Se tirer une balle dans le pied
Plus préoccupant, cet alourdissement intervient au moment même où Jean-Marc Janaillac prépare son plan stratégique qu’il présentera en novembre.
« Les personnels d’Air France et leurs représentants ne comprendraient pas une telle décision, alors qu’ils ont le sentiment de consentir d’importants efforts depuis plusieurs années, prévient -il. Dans un contexte social dont vous connaissez la sensibilité, l’annonce d’une taxe supplémentaire de cette nature mettrait en grave péril le travail que j’ai entrepris depuis moins de deux mois pour bâtir un projet stratégique crédible. »
Les modalités de financement de ce projet de ligne confié à SNCF Réseau, l’établissement public chargé des infrastructures ferroviaires et Paris Aéroport, du groupe ADP, montre comment l’Etat actionnaire de deux entreprises Air France KLM (17,5 %) et groupe ADP (50,63 %) pèse sur l’une pour financer l’autre. Une pratique régulière même si la compagnie française n’est pas la seule à la subir. Elle concerne toutes les compagnies atterrissant à Paris, ce qui peut aussi pousser certains transporteurs étrangers à se dérouter vers d’autres « hub ». Une manière de se tirer une balle dans le pied.

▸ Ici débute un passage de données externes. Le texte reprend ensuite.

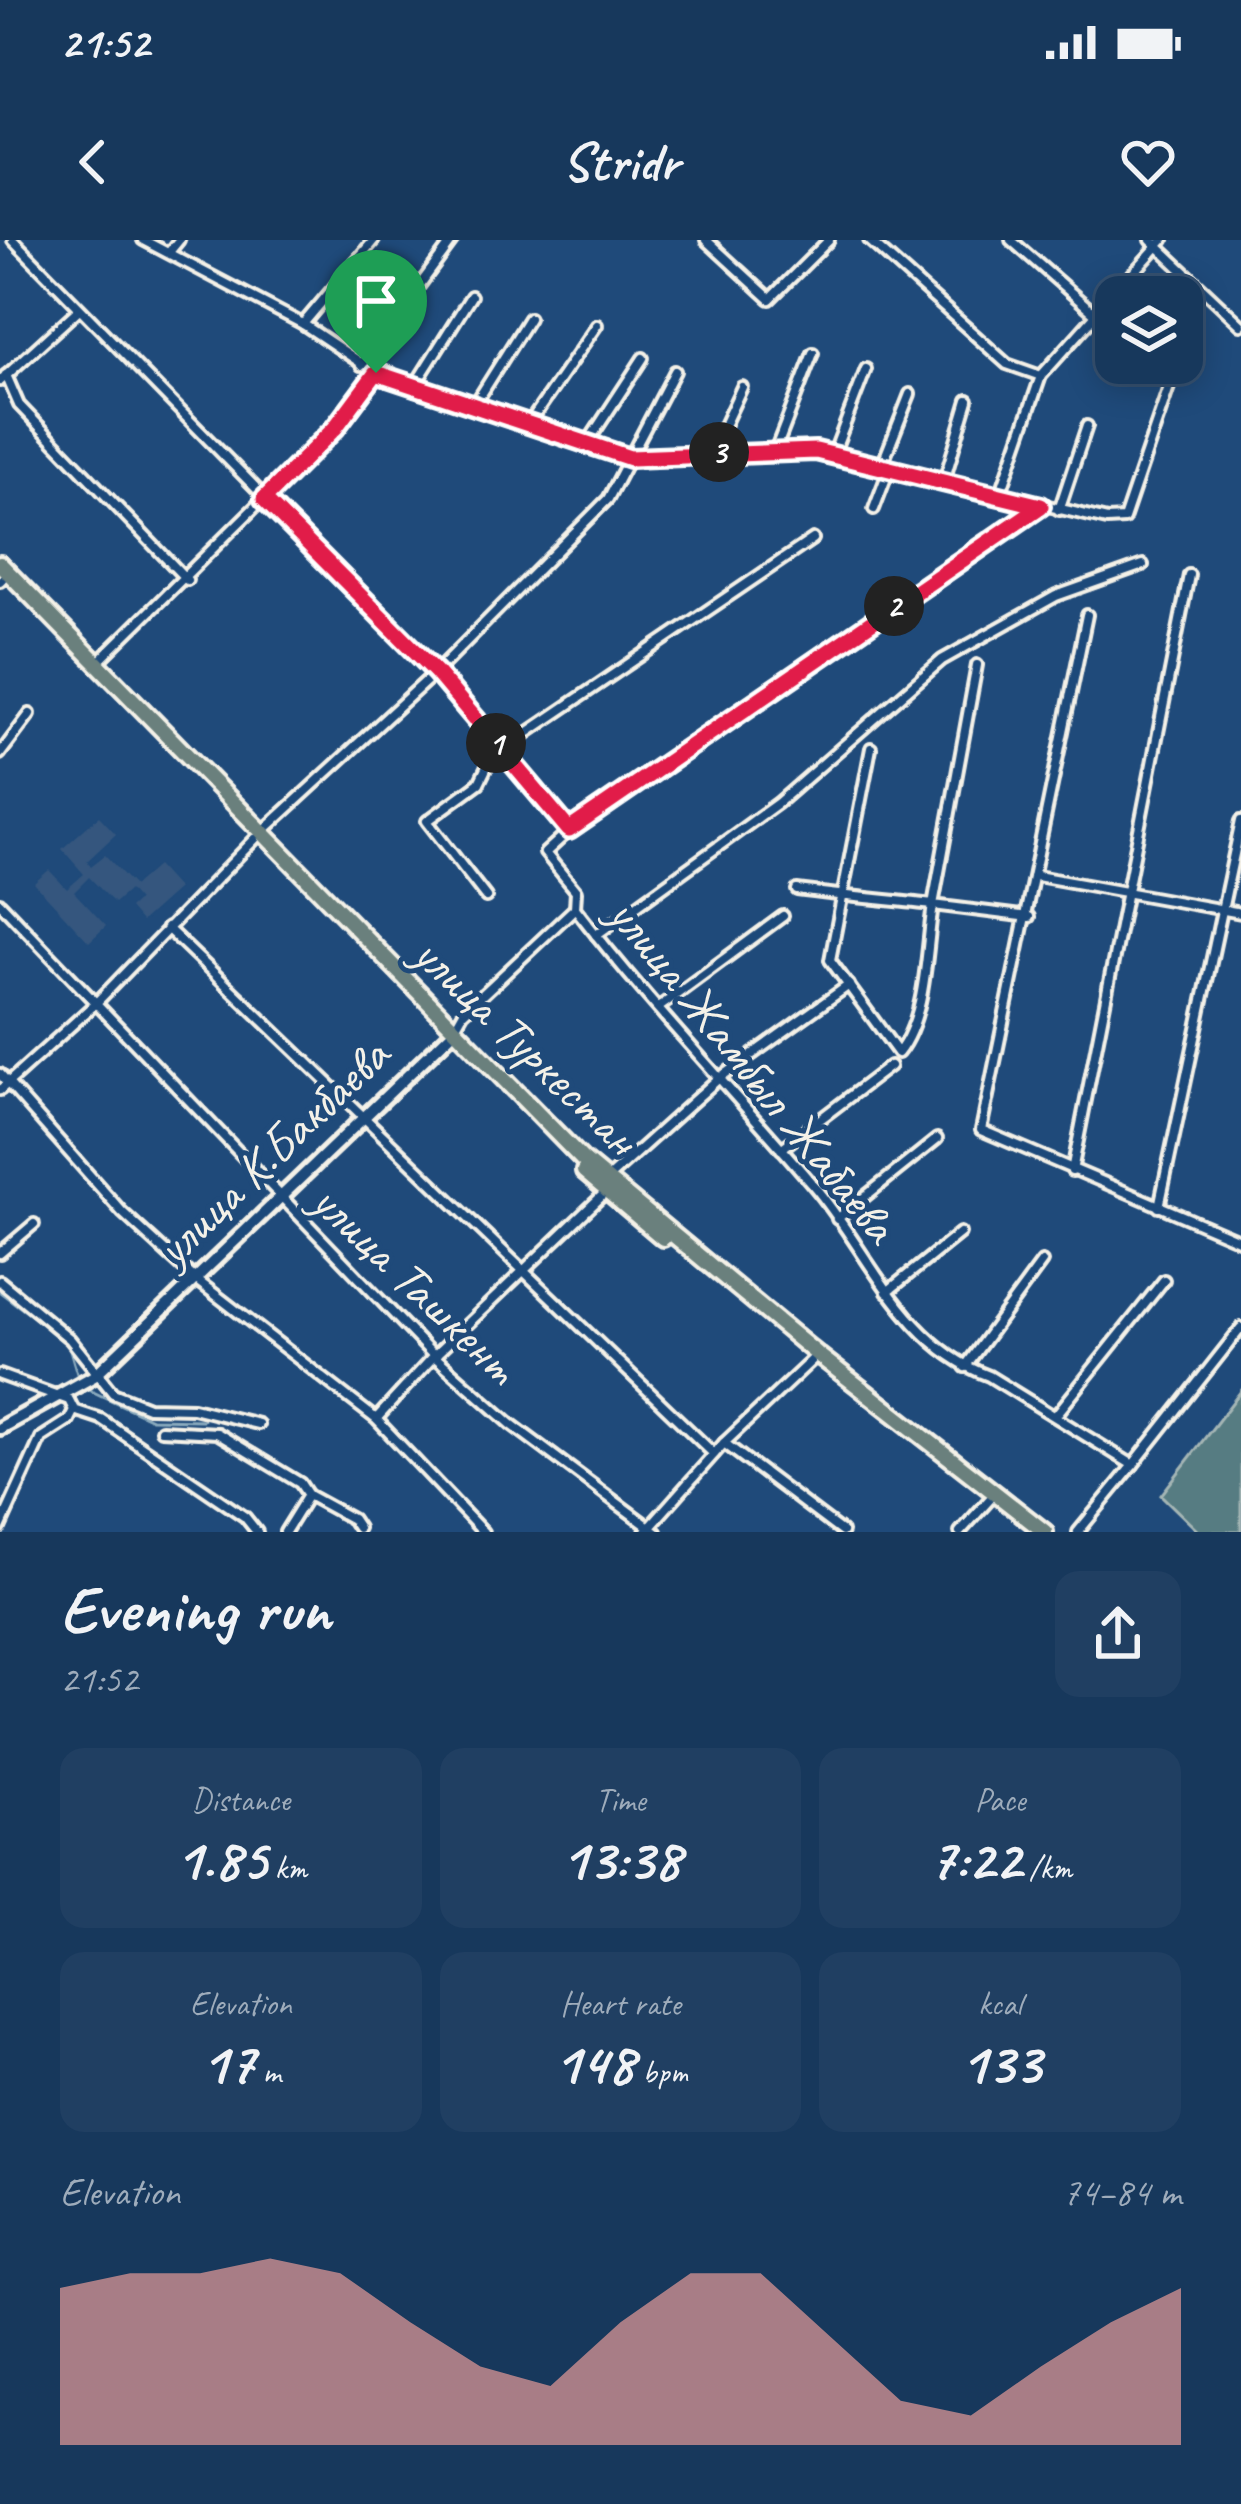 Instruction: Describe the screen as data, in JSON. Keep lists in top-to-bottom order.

Pour le délégué général de la fédération de l’aviation marchande, Guy Tardieu, ce type de financement pour CDG Express « revient à réduire et à fragiliser la marge » des compagnies aériennes, en particulier celles basées en France. Il réclame « une compensation » pour « que ce soit au moins neutre ».
Ce projet de taxe serait soutenu par l’Agence des participations de l’Etat, pour qui les effets de cette liaison express seront bénéficiaires à l’entreprise concessionnaire d’aéroport. Au siège d’Air France, chacun y va de sa comparaison pour justifier l’aberration de ce financement de CDG Express. « Quand nous achetons des A380 nous ne demandons pas à Aéroport de Paris de participer au financement, même si l’arrivée supplémentaire de passagers sera bénéfiques pour le chiffre d’affaires de leurs boutiques », entend-on. Autre angle d’attaque : demande -t-on aux passagers de financer les travaux de l’autoroute A1 qui passe vers Roissy ?
Cette réaction des plus rapides illustre la volonté de Jean-Marc Janaillac de ne rien laisser passer. Cette première passe d’armes avec le gouvernement devrait effacer les doutes de certains quant à sa marge de manœuvre à la tête de la compagnie en raison de sa proximité avec François Hollande. Tous deux sont issus de la promotion Voltaire de l’ENA.